EUROPA E A POLÍTICA EXTERNA

A instituição da Política Externa e de Segurança Comum, pelo Tratado de Maastricht, como um dos domínios fundamentais da União Europeia (UE) significou um grande passo no projecto europeu ao atribuir-lhe uma dimensão além da económica – a política. Contudo, actualmente, algumas das maiores críticas feitas à UE devem-se à fragilidade do seu papel como actor na cena mundial, consequência da falta de uma efectiva capacidade militar.

Em entrevista à Raia Diplomática, Paulo Sande, chefe do Gabinete do Parlamento Europeu em Portugal, afirma que será difícil os 27 Estados-membros terem uma voz uníssona enquanto cada país não estiver disposto a abdicar dos seus interesses estratégicos em favor dos da União. Por outro lado, acrescenta Sande, o poder da diplomacia em questões como o combate ao terrorismo ou manutenção da paz e a disseminação dos Direitos Humanos é assumido por todos como uma prioridade do projecto europeu.

A UE é hoje o maior bloco económico do mundo, no entanto esta posição não se coaduna com a manifesta incapacidade de os 27 Estados-Membros influenciarem, conjuntamente, as relações internacionais. Quando é que haverá uma Política Externa Comum?
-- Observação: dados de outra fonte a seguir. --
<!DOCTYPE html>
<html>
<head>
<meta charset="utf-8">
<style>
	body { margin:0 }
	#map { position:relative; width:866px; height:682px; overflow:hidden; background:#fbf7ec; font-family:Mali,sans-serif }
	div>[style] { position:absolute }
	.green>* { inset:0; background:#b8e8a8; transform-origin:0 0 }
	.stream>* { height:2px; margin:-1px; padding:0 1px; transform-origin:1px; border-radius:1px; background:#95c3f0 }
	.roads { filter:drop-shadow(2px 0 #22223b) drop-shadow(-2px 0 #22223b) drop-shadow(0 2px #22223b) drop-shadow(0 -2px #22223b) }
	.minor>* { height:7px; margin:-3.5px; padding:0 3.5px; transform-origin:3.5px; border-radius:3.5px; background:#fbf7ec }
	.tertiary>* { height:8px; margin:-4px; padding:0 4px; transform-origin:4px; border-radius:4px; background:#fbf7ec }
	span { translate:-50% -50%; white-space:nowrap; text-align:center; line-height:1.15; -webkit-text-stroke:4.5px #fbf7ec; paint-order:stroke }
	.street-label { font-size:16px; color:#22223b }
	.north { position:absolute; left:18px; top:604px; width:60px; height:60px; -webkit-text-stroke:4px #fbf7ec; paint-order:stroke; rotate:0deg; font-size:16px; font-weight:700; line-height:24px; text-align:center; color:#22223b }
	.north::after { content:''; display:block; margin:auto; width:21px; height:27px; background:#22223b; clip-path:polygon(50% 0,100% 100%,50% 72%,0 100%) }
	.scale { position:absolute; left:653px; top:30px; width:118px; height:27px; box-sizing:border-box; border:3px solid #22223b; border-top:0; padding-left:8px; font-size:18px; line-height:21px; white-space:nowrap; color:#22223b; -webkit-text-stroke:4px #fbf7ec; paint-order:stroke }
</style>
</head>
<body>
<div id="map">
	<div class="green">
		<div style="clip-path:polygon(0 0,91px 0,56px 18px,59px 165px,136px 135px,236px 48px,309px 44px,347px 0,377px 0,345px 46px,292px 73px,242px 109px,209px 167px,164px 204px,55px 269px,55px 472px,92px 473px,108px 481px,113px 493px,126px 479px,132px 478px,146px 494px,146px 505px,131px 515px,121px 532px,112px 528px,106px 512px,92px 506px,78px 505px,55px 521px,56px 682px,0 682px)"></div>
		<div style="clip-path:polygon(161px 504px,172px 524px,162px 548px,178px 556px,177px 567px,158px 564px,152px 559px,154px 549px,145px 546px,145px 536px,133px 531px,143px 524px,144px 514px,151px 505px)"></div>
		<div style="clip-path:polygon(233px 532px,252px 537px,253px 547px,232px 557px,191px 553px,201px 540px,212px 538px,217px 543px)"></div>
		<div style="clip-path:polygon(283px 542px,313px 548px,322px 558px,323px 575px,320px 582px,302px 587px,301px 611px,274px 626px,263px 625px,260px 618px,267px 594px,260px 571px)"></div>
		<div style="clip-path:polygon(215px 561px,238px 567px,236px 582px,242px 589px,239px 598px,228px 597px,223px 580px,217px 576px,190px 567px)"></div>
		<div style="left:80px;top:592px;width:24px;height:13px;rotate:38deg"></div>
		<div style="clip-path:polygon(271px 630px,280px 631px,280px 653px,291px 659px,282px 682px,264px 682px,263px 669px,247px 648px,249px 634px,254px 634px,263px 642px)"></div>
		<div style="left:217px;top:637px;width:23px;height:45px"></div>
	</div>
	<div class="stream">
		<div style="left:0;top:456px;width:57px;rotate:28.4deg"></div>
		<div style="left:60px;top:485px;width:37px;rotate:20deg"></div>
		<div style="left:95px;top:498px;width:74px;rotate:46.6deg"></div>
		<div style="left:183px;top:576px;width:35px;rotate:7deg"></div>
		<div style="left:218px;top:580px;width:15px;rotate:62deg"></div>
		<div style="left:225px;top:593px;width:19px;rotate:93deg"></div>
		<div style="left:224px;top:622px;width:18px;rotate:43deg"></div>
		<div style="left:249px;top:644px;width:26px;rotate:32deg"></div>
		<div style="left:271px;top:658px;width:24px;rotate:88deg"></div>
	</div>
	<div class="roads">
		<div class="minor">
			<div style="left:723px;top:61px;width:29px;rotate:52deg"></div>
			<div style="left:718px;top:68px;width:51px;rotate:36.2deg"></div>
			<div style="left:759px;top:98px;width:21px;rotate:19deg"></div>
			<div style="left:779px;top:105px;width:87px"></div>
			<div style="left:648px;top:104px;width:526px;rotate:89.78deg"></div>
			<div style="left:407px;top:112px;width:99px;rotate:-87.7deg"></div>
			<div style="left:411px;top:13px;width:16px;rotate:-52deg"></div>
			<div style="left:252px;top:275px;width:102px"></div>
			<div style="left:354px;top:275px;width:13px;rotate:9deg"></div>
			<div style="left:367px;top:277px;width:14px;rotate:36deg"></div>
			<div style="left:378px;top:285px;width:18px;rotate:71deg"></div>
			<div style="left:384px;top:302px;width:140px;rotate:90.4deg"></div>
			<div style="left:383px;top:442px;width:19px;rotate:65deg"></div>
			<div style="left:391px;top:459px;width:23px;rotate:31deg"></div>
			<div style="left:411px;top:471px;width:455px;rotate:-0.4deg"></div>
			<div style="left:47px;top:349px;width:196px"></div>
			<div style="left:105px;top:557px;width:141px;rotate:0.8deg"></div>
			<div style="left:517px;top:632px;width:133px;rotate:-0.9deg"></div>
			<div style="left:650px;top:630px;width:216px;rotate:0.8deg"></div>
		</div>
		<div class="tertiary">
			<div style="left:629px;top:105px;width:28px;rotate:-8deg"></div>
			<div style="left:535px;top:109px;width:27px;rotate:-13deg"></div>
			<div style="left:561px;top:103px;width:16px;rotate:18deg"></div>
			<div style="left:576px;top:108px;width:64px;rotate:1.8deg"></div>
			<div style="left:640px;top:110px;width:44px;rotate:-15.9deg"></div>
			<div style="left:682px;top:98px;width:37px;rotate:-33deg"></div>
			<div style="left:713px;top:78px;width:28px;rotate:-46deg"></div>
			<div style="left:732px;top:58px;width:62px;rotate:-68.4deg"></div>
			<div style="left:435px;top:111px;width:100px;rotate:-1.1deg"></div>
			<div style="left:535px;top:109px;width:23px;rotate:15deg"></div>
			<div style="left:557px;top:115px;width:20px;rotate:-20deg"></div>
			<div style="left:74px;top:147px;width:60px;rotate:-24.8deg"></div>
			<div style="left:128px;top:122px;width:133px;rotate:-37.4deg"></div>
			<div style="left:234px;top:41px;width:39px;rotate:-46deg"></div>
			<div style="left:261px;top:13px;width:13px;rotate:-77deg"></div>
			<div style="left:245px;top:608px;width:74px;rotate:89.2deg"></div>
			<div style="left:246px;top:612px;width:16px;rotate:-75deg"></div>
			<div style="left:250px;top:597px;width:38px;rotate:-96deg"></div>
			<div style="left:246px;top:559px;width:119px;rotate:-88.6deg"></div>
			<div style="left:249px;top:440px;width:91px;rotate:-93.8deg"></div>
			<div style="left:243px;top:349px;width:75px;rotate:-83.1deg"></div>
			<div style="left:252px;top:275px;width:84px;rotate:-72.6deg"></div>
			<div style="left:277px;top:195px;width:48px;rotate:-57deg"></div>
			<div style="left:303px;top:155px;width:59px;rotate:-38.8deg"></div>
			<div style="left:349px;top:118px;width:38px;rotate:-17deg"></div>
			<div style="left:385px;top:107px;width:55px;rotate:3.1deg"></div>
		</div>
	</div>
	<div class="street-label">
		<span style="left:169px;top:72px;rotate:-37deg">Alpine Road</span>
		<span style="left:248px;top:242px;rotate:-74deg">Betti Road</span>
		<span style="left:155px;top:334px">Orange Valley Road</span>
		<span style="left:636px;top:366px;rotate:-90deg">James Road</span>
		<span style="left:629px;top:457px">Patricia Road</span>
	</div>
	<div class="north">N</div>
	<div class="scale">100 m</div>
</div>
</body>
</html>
Haverá uma Política Externa Comum no dia em que todos os Estados-membros da UE abdicarem da sua própria Política Externa, que é uma área de reserva de soberania, e decidirem que querem ter uma voz unívoca. Em termos de Política Externa, a Europa tem desenvolvido um soft power, que é a capacidade de impor normas, padrões e comportamentos. E isto tem funcionado.
Actualmente, não existe uma vontade política de a UE se apresentar enquanto actor nas questões de segurança e defesa, mas há vontade de ser um actor em matérias relacionadas com os Direitos Humanos, procurando impedir, prevenir e gerir conflitos de natureza humanitária.
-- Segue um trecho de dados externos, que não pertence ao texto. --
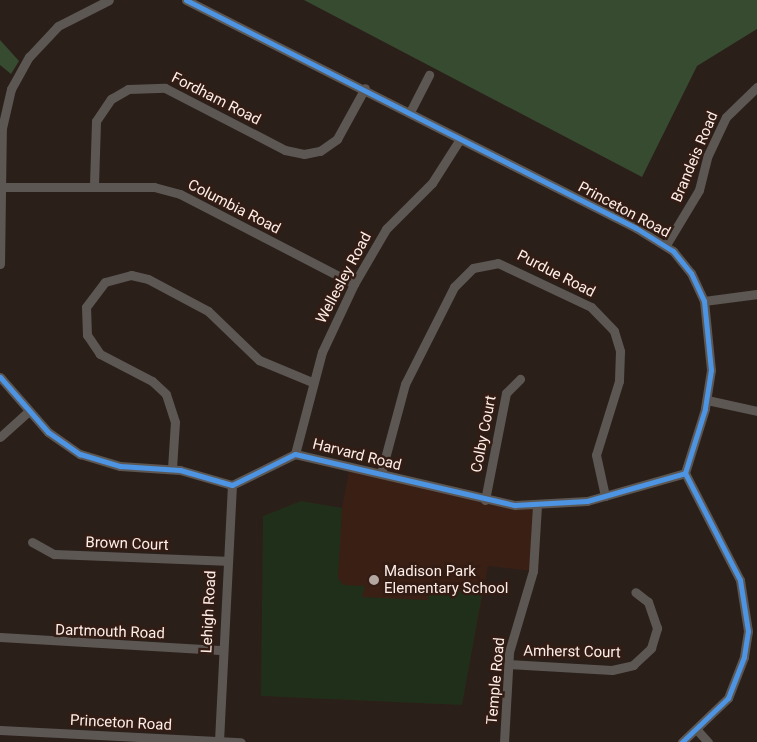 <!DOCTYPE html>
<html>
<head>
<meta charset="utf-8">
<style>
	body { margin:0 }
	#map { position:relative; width:757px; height:742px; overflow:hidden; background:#2b1f1a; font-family:Roboto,sans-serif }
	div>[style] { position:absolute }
	.built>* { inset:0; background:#3a1f15 }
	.green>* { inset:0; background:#202f19 }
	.forest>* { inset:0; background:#374b30 }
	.minor>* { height:9px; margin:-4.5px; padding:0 4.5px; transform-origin:4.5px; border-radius:4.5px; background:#5c5753 }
	.cycleway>* { height:5px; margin:-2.5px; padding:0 2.5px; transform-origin:2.5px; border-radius:2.5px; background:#4d94e3 }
	.dots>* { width:14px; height:14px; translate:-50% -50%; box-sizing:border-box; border:2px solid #321c13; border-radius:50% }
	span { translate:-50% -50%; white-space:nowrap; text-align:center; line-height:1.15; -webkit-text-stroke:5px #321c13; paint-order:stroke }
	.street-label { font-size:15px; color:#feeee8 }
	.poi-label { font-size:15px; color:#feeee8 }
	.left { translate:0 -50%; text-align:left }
</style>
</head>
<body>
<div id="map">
	<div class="built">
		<div style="clip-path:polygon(350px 466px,537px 506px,533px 571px,488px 566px,462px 705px,261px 696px,263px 516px,301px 501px,342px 508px)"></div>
	</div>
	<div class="green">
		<div style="clip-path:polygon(301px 501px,342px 508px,338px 578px,343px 585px,365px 586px,362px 597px,428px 600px,429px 585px,483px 589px,462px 705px,261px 696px,263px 516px)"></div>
	</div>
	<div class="forest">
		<div style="clip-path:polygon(304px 0,757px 0,757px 29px,697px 66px,642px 177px)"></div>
		<div style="clip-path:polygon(0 40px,19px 61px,11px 74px,0 65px)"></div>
	</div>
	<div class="minor">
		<div style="left:186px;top:0;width:504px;rotate:26.87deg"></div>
		<div style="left:636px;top:228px;width:44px;rotate:31.9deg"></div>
		<div style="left:673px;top:251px;width:28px;rotate:51deg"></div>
		<div style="left:691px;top:273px;width:31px;rotate:65deg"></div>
		<div style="left:704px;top:301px;width:69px;rotate:84.2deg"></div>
		<div style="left:711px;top:370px;width:39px;rotate:99deg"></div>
		<div style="left:705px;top:409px;width:67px;rotate:107.4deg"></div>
		<div style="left:685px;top:473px;width:120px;rotate:62.8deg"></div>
		<div style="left:740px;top:580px;width:52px;rotate:81.1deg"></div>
		<div style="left:748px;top:631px;width:26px;rotate:99deg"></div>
		<div style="left:744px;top:657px;width:44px;rotate:111.3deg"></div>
		<div style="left:728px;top:698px;width:64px;rotate:136.3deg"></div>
		<div style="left:410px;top:112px;width:42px;rotate:-62.8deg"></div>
		<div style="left:94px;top:185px;width:64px;rotate:-88.2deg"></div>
		<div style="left:96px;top:121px;width:27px;rotate:-56deg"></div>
		<div style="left:111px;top:99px;width:20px;rotate:-30deg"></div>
		<div style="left:128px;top:89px;width:37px;rotate:-2deg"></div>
		<div style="left:165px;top:88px;width:135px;rotate:27.3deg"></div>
		<div style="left:285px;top:150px;width:19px;rotate:12deg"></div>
		<div style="left:304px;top:154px;width:16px;rotate:-11deg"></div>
		<div style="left:320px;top:151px;width:21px;rotate:-35deg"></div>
		<div style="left:337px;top:139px;width:58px;rotate:-61.2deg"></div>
		<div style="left:2px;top:187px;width:152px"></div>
		<div style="left:154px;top:187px;width:27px;rotate:15deg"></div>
		<div style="left:180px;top:194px;width:196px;rotate:27.3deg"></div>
		<div style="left:666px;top:245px;width:64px;rotate:-59deg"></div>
		<div style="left:699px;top:190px;width:36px;rotate:-76deg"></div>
		<div style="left:708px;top:155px;width:42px;rotate:-64.7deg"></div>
		<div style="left:726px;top:117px;width:43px;rotate:-44.1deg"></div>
		<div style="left:0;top:264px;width:136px;rotate:-89.2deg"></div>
		<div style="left:2px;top:128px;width:40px;rotate:-77deg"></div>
		<div style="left:11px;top:89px;width:37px;rotate:-61deg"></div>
		<div style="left:29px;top:57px;width:42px;rotate:-46.9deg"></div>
		<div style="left:58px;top:26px;width:57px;rotate:-27deg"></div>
		<div style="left:704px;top:301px;width:53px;rotate:-7.5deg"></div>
		<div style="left:0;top:377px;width:73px;rotate:48.9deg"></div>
		<div style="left:48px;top:432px;width:39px;rotate:35deg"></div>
		<div style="left:80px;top:454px;width:42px;rotate:16.7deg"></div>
		<div style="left:120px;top:466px;width:60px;rotate:3.8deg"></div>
		<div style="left:180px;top:470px;width:54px;rotate:16.1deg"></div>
		<div style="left:232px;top:485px;width:70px;rotate:-26.2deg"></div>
		<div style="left:295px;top:454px;width:226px;rotate:13.1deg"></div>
		<div style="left:515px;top:505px;width:72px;rotate:-3.2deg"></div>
		<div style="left:587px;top:501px;width:102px;rotate:-15.9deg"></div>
		<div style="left:707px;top:400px;width:51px;rotate:12.4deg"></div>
		<div style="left:0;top:437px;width:39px;rotate:-42deg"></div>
		<div style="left:295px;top:454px;width:106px;rotate:-75.2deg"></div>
		<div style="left:322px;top:352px;width:75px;rotate:-64.8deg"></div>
		<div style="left:354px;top:284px;width:64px;rotate:-59.8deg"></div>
		<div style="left:386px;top:229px;width:65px;rotate:-45deg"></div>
		<div style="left:432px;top:183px;width:52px;rotate:-57.5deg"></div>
		<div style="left:172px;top:468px;width:46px;rotate:-86.3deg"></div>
		<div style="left:175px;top:422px;width:29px;rotate:-108deg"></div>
		<div style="left:166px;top:394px;width:19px;rotate:-137deg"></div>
		<div style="left:152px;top:381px;width:59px;rotate:-152.6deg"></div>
		<div style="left:100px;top:354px;width:23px;rotate:-124deg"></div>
		<div style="left:87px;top:335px;width:28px;rotate:-92deg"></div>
		<div style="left:86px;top:307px;width:31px;rotate:-53deg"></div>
		<div style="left:105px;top:282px;width:27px;rotate:-15deg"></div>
		<div style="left:131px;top:275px;width:17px;rotate:13deg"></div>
		<div style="left:148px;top:279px;width:68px;rotate:28.1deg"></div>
		<div style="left:208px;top:311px;width:71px;rotate:43.9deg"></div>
		<div style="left:259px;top:360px;width:57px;rotate:22.5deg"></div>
		<div style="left:381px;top:473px;width:92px;rotate:-74.9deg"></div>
		<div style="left:405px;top:384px;width:109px;rotate:-63.2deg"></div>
		<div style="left:454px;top:287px;width:27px;rotate:-45deg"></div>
		<div style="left:473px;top:268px;width:25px;rotate:-11deg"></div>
		<div style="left:498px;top:263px;width:103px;rotate:25.3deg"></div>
		<div style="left:591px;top:307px;width:33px;rotate:46deg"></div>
		<div style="left:614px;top:331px;width:21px;rotate:73deg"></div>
		<div style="left:620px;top:351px;width:30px;rotate:92deg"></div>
		<div style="left:619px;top:381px;width:77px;rotate:107.3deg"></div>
		<div style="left:596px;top:455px;width:42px;rotate:77.6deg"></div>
		<div style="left:485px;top:500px;width:109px;rotate:-78.9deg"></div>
		<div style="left:506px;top:393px;width:20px;rotate:-45deg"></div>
		<div style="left:32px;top:542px;width:25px;rotate:29deg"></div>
		<div style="left:54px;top:554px;width:171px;rotate:2.3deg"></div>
		<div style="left:0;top:637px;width:220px;rotate:3.4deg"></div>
		<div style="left:508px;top:664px;width:104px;rotate:3.3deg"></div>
		<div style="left:612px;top:670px;width:22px;rotate:-13deg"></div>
		<div style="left:633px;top:665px;width:25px;rotate:-43deg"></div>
		<div style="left:651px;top:648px;width:21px;rotate:-73deg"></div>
		<div style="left:657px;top:628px;width:28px;rotate:-109deg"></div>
		<div style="left:648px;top:602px;width:16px;rotate:-142deg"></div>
		<div style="left:0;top:730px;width:241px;rotate:2.9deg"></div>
		<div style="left:698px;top:731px;width:15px;rotate:48deg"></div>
		<div style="left:219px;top:741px;width:256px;rotate:-87.1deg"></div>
		<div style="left:504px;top:742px;width:90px;rotate:-86.8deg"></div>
		<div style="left:509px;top:652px;width:84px;rotate:-73.5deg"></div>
		<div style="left:533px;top:571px;width:65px;rotate:-86.5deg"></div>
	</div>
	<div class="cycleway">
		<div style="left:186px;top:0;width:504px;rotate:26.87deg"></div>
		<div style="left:636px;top:228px;width:44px;rotate:31.9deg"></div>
		<div style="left:673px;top:251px;width:28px;rotate:51deg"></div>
		<div style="left:691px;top:273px;width:31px;rotate:65deg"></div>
		<div style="left:704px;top:301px;width:69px;rotate:84.2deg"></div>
		<div style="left:711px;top:370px;width:39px;rotate:99deg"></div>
		<div style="left:705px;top:409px;width:67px;rotate:107.4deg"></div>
		<div style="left:685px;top:473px;width:120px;rotate:62.8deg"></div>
		<div style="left:740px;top:580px;width:52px;rotate:81.1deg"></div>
		<div style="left:748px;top:631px;width:26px;rotate:99deg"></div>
		<div style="left:744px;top:657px;width:44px;rotate:111.3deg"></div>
		<div style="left:728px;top:698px;width:64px;rotate:136.3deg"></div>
		<div style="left:0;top:377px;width:73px;rotate:48.9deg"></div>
		<div style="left:48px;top:432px;width:39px;rotate:35deg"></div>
		<div style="left:80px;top:454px;width:42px;rotate:16.7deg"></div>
		<div style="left:120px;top:466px;width:60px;rotate:3.8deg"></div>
		<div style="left:180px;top:470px;width:54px;rotate:16.1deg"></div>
		<div style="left:232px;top:485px;width:70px;rotate:-26.2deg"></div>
		<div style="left:295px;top:454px;width:226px;rotate:13.1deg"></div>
		<div style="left:515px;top:505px;width:72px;rotate:-3.2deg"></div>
		<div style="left:587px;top:501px;width:102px;rotate:-15.9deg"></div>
	</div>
	<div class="dots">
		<div style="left:374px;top:580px;background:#b4a6a0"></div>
	</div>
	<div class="street-label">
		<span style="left:216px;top:99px;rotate:27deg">Fordham Road</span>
		<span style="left:695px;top:157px;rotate:-67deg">Brandeis Road</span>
		<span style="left:234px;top:207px;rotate:27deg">Columbia Road</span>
		<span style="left:624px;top:210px;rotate:28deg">Princeton Road</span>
		<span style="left:556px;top:274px;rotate:27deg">Purdue Road</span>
		<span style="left:344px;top:278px;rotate:-62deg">Wellesley Road</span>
		<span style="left:484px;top:434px;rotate:-79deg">Colby Court</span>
		<span style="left:357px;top:455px;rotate:14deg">Harvard Road</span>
		<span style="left:127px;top:544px;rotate:2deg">Brown Court</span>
		<span style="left:209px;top:612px;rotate:-87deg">Lehigh Road</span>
		<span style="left:110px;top:632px;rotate:2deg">Dartmouth Road</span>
		<span style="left:572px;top:652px;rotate:1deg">Amherst Court</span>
		<span style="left:496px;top:681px;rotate:-85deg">Temple Road</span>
		<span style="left:121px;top:723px;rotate:3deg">Princeton Road</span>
	</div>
	<div class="poi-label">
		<span class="left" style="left:384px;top:580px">Madison Park<br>Elementary School</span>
	</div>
</div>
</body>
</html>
Provavelmente, o mais difícil será intervir nas questões da guerra e da paz. Acha que a defesa dos Direitos Humanos acaba por ser um terreno mais facilitado?

Eu talvez separasse bem as duas coisas. Uma coisa é a diplomacia, a Europa ser interventiva em questões de Direitos Humanos, outra as questões relacionadas com guerra e a paz, a Europa ter músculo militar na área da segurança e defesa que lhe permita sustentar as suas posições. E acrescento: a Europa não quer tomar uma posição quando se trata de Política Externa.

A Europa não quer porque não consegue ou nunca vai querer?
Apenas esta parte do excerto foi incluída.